START Data for review
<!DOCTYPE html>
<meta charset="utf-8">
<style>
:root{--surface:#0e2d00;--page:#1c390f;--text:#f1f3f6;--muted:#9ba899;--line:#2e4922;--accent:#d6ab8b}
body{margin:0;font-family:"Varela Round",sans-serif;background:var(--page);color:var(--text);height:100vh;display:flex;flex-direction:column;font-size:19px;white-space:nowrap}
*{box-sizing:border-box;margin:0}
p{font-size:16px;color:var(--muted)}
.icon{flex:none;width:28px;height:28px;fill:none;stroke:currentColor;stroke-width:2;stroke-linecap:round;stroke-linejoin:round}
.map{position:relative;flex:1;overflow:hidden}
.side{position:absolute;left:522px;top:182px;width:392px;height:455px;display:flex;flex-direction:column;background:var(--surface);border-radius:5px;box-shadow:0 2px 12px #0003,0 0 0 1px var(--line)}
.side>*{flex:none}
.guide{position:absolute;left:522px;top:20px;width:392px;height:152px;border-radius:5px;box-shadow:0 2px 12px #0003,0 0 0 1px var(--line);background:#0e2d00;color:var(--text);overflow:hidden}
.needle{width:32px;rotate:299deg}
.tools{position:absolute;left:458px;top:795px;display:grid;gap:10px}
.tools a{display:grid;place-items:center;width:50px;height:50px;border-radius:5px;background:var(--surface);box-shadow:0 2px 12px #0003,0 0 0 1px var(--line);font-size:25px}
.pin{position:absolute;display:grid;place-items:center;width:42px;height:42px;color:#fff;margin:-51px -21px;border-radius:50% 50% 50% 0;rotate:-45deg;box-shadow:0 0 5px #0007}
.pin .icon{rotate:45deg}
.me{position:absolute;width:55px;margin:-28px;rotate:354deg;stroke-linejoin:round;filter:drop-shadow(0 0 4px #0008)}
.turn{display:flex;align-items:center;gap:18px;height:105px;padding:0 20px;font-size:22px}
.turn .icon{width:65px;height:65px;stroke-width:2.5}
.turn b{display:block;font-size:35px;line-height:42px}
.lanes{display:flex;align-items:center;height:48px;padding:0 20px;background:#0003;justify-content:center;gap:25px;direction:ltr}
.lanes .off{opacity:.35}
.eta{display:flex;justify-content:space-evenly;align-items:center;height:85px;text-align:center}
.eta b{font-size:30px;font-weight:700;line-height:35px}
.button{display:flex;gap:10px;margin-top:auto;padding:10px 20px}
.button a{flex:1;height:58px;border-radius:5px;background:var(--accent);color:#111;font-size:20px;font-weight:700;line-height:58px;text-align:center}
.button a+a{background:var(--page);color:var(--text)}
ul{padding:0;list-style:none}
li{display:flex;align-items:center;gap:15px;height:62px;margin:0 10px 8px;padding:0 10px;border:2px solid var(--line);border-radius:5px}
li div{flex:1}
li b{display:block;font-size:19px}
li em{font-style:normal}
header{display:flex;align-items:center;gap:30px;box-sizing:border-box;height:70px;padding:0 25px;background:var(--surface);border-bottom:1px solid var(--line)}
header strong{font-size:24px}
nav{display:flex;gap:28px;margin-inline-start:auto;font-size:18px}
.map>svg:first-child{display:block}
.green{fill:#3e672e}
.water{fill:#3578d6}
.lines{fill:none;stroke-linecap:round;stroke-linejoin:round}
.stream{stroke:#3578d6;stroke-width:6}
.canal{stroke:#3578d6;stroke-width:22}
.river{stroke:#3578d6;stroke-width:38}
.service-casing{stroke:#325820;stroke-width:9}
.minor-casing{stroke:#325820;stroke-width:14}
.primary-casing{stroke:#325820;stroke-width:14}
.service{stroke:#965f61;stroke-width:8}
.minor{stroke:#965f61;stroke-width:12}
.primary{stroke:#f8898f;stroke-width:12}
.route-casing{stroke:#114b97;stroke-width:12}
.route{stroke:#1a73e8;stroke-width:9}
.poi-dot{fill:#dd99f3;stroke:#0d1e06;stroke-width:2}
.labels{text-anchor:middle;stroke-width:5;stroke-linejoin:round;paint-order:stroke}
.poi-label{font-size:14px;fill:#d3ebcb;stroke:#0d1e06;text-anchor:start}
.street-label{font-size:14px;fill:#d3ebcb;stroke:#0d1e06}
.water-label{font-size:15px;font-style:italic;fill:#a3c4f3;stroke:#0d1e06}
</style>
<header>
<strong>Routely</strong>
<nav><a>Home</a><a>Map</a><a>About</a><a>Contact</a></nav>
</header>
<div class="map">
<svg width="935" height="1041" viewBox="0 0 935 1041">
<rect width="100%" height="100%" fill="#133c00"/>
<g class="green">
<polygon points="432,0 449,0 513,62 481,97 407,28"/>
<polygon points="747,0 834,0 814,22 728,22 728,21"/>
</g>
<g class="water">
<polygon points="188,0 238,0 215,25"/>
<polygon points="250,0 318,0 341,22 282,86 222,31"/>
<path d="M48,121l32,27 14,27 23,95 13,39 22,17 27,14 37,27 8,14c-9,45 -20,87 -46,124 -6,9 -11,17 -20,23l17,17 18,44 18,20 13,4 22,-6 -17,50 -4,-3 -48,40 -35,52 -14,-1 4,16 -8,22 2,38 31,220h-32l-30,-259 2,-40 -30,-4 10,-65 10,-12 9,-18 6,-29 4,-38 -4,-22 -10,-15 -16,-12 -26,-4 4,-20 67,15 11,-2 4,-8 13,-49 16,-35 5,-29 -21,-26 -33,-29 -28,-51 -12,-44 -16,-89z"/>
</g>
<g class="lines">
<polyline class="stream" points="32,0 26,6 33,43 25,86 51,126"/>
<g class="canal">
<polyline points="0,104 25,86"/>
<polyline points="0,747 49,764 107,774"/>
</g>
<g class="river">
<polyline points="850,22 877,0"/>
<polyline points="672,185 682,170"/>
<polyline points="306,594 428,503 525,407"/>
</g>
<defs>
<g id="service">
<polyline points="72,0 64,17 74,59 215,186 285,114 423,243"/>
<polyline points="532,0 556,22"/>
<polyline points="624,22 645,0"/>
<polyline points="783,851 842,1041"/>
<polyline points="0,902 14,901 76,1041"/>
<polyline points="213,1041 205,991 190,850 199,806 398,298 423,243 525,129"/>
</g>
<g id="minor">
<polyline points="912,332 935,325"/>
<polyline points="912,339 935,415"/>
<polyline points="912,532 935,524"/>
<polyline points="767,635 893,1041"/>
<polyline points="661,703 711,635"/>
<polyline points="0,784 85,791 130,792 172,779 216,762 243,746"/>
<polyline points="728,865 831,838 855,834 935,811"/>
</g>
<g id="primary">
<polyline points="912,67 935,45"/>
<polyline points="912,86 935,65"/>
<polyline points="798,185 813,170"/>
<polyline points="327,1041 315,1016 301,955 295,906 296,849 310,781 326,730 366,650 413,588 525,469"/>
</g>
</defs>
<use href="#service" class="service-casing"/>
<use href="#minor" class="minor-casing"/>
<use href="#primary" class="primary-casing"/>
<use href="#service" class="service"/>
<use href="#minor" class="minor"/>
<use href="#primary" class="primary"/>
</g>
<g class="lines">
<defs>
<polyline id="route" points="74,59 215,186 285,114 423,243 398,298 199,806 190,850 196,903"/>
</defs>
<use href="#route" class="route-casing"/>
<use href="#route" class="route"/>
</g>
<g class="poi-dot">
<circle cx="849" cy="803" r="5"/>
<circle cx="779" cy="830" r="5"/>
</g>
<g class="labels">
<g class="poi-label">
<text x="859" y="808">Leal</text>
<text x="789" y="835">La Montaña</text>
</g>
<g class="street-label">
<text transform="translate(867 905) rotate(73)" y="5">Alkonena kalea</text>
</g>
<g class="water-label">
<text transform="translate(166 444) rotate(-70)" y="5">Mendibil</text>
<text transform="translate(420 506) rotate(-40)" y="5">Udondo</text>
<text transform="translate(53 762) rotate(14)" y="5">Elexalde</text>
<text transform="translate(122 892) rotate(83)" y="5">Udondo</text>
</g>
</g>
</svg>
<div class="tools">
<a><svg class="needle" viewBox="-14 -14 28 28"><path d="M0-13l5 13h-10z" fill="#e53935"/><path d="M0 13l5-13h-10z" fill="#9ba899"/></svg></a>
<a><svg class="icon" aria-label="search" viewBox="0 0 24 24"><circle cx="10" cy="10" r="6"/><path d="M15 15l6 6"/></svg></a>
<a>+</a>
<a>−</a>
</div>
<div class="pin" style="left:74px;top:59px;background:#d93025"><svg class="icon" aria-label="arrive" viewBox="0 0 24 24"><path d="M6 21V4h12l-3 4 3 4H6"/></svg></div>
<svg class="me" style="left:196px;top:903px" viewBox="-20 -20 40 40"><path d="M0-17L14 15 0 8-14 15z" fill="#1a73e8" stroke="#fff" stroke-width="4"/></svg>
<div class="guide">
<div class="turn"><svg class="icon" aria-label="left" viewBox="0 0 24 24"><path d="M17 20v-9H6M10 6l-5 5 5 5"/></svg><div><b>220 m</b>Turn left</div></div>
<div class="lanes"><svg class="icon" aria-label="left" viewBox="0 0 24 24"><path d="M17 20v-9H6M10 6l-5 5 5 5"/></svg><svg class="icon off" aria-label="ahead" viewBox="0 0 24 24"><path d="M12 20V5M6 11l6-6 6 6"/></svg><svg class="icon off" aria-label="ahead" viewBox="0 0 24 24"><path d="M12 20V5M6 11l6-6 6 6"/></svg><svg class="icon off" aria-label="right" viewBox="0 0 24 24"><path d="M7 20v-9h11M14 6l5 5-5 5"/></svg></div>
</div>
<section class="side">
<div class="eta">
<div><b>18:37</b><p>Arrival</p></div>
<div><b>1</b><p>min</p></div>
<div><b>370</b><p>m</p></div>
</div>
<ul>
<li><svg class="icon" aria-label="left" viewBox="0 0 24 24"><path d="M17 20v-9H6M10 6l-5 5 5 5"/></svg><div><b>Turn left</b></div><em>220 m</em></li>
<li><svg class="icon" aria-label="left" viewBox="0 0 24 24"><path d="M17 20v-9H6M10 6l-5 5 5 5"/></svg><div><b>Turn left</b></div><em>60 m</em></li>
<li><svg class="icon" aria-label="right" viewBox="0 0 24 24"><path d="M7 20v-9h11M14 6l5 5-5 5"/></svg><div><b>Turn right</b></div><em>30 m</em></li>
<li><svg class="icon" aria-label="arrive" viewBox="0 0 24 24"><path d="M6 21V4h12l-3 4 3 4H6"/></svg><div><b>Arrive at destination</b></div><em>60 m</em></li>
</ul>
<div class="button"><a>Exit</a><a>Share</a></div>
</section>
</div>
END Data for review
▶ [Exercise description]: In the records, locate each line holding the string "service" and copy it.

▶ [Response to the exercise]:
.service-casing{stroke:#325820;stroke-width:9}
.service{stroke:#965f61;stroke-width:8}
<g id="service">
<use href="#service" class="service-casing"/>
<use href="#service" class="service"/>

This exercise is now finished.